New Birmingham City Stadium
- Interactive map of New Birmingham City Stadium
- Location: Bordesley Green, Birmingham, England
- Coordinates: 52°28′51″N 1°51′46″W﻿ / ﻿52.480833°N 1.862778°W
- Owner: Birmingham City F.C.
- Operator: Birmingham City F.C.
- Capacity: 62,000

Construction
- Opened: 2029 (planned)
- Cost: £3bn (estimated)
- Architects: Heatherwick Studio & MANICA

Tenant
- Birmingham City (planned)

= New Birmingham City Stadium =

Planned football stadium in Birmingham, England

The New Birmingham City Stadium is a proposed multi-purpose stadium to be built in Bordesley Green, Birmingham. It would become the new home of club Birmingham City, replacing the club's current stadium, St Andrew's, where they have played since 1906.

==Planning history==
===City of Birmingham Stadium===

In 2004, a 55,000-capacity City of Birmingham Stadium was suggested as a part of a proposed "sports village" in Birmingham. The stadium was to house Birmingham City, who would help to fund the project along with Birmingham City Council and casino group Las Vegas Sands. The feasibility of the plan depended on the government issuing a licence for a super casino, but this did not happen, and the project was abandoned.

===Current proposal===
On 13 July 2023, Shelby Companies Limited (SCL) became part-owners of Birmingham City. Since then, plans to replace the club's current home, St Andrew's, began resurfacing. On 9 April 2024, SCL acquired a plot of land in Bordesley Green to use for a new stadium. The 48-acre site is the former home of Birmingham Wheels, a local short-track motor racing park.

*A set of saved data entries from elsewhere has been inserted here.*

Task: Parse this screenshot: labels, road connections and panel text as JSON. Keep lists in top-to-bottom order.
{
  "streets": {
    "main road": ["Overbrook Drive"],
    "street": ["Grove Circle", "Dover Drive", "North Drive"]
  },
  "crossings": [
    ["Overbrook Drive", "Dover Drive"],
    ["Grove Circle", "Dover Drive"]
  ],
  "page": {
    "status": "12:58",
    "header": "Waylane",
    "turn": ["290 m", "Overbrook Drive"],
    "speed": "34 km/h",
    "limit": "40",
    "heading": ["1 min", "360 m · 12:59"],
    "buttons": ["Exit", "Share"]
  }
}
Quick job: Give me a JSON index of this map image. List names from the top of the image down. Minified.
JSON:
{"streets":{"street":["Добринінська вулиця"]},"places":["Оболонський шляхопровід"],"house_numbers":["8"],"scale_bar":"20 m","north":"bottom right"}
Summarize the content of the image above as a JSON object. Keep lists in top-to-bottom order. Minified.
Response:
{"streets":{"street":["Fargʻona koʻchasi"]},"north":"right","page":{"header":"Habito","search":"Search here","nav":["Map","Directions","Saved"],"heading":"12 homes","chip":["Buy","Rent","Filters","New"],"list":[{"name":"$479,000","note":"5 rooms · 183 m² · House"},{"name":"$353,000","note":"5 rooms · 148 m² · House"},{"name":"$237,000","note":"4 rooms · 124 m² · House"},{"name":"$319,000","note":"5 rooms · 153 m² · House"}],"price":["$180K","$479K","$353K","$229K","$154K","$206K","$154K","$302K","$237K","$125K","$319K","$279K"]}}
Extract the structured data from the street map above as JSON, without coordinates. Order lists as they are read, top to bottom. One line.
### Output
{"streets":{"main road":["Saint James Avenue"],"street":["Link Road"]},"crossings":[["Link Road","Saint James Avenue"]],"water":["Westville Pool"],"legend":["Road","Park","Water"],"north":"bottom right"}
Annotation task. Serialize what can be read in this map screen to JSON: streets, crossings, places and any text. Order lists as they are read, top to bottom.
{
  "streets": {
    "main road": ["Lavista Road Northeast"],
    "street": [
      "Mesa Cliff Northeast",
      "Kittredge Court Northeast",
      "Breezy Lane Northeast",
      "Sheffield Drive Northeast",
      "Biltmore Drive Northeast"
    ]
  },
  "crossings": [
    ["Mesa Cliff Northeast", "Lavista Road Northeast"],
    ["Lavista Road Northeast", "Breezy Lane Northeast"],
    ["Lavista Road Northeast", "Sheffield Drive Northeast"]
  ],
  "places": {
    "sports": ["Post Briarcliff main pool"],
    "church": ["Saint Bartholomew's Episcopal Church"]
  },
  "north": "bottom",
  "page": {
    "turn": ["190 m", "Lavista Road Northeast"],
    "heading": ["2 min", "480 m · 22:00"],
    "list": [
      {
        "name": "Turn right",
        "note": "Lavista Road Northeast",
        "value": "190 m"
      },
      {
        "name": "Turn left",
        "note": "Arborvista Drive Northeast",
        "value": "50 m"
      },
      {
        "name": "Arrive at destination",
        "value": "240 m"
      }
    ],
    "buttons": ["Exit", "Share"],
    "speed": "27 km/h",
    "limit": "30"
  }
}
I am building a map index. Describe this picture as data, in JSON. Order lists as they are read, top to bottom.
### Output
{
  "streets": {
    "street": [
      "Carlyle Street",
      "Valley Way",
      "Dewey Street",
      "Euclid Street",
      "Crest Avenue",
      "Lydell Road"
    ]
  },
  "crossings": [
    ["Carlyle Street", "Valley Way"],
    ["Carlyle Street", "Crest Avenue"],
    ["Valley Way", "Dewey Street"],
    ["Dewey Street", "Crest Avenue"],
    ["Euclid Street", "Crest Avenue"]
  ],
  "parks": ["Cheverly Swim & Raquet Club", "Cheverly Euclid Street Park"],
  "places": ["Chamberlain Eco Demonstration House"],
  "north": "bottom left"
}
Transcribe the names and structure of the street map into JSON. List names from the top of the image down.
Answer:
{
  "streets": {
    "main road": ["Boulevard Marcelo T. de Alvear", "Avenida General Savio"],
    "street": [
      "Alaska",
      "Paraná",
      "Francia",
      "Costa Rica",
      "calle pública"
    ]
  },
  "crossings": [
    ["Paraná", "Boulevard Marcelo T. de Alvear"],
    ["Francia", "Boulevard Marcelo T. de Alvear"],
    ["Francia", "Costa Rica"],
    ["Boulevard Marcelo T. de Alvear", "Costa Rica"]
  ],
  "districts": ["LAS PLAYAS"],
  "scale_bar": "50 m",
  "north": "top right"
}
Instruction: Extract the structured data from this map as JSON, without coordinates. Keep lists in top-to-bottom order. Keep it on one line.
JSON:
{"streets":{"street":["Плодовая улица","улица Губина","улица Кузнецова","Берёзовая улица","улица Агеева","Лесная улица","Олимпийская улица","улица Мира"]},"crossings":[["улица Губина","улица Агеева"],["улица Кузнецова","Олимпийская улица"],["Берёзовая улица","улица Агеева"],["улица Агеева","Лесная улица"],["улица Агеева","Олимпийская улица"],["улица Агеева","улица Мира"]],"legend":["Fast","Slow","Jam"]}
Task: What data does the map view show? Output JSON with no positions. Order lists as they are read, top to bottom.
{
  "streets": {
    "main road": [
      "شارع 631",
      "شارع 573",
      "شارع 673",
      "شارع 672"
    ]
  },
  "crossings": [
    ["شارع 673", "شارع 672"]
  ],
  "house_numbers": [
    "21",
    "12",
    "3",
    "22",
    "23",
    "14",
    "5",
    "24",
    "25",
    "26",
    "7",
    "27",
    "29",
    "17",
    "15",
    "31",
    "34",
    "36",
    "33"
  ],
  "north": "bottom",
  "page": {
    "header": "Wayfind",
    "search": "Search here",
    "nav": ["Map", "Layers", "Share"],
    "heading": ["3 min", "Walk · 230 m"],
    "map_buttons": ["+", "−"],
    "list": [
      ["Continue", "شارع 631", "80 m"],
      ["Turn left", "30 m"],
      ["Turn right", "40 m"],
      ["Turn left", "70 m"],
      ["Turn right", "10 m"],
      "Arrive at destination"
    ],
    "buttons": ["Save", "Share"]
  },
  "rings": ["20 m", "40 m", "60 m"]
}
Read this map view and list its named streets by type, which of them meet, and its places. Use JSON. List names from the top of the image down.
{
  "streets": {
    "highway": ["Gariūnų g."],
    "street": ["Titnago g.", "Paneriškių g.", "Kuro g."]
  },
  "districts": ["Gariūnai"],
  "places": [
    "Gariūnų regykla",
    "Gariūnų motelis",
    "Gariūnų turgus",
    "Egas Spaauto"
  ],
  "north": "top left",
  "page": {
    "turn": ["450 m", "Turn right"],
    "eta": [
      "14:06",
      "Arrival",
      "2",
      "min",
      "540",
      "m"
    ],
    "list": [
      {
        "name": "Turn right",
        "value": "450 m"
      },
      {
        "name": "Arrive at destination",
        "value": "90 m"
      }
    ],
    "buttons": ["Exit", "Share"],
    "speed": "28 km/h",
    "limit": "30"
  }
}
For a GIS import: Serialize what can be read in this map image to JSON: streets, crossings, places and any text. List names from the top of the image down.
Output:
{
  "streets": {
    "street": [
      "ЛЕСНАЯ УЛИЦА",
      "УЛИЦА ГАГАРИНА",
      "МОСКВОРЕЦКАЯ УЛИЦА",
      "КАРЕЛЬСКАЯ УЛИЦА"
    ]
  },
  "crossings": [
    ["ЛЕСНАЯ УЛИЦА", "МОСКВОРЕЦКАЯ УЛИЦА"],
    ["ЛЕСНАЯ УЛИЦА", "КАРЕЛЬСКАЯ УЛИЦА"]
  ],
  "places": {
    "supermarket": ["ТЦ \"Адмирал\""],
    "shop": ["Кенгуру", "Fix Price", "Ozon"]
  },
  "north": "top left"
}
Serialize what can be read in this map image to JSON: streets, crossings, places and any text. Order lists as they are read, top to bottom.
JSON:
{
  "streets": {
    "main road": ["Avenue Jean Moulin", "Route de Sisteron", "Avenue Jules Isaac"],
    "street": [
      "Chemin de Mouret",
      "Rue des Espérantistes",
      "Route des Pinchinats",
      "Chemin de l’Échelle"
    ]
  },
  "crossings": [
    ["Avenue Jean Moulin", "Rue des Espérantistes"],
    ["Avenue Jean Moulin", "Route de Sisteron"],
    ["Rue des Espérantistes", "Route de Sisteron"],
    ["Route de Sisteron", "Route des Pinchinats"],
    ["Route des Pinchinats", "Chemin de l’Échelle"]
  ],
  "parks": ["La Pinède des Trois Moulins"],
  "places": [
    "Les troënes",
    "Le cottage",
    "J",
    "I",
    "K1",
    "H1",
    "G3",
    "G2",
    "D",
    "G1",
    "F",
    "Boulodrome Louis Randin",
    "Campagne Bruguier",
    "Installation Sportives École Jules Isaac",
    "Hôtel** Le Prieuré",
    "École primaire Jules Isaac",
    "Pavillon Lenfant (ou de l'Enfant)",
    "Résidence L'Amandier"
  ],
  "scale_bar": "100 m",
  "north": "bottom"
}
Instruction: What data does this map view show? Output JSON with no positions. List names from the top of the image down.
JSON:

The plan is to create a "Sports Quarter" around the ground, similar to the Etihad Campus at Manchester City. This idea was sparked by former NFL player and Birmingham City minority investor Tom Brady, who visited the complex in Manchester in December 2023. If completed, the Sports Quarter will create as many as 8,400 jobs. The new stadium itself has been described as a "super stadium" with a capacity of approximately 60,000 spectators. This will make it the largest stadium in the Midlands, and rank amongst some of the largest in England. It will not only house Birmingham City men's team, but their women's team and academy teams too. Furthermore, the Sports Quarter will include training pitches for the entire club. The hope is that the project will be completed in time for the 2029–30 season, but Birmingham City co-owner Tom Wagner has admitted that this goal is optimistic.

On 5 February 2025, a £100m investment was injected into the project, whilst also receiving government backing from Lisa Nandy, the Secretary of State for Culture, Media and Sport, who announced that it would be an "exciting venture that highlights how sport can be an important driver for regeneration and growth". On 21 October 2025, Wagner announced that the stadium would be designed by the London-based Heatherwick Studio and Kansas-based architects MANICA. The design prominently features 12 brick chimneys, reflecting a brickworks that once stood on the site, as well as a retractable roof, a movable pitch, and a sky bar. In May 2026, a corporation aimed with speeding up the development of the stadium named the Birmingham East Mayoral Development Corporation (BEMDC) was created, the largest mayoral development corporation in the United Kingdom since the London Legacy Development Corporation that was set up for the 2012 Summer Olympics.

==Naming rights==
On 23 October 2025, Tom Wagner announced that the stadium's naming rights would "go to the highest bidder".

==Transport==
The current plan for transport links to the new stadium is to greatly improve the tram network in the area. However, there is also an idea to build a £20m tunnel that runs electric buses from the railway at Birmingham New Street to the stadium complex. This would help to connect the project to the new HS2 line that is set to be completed by 2035.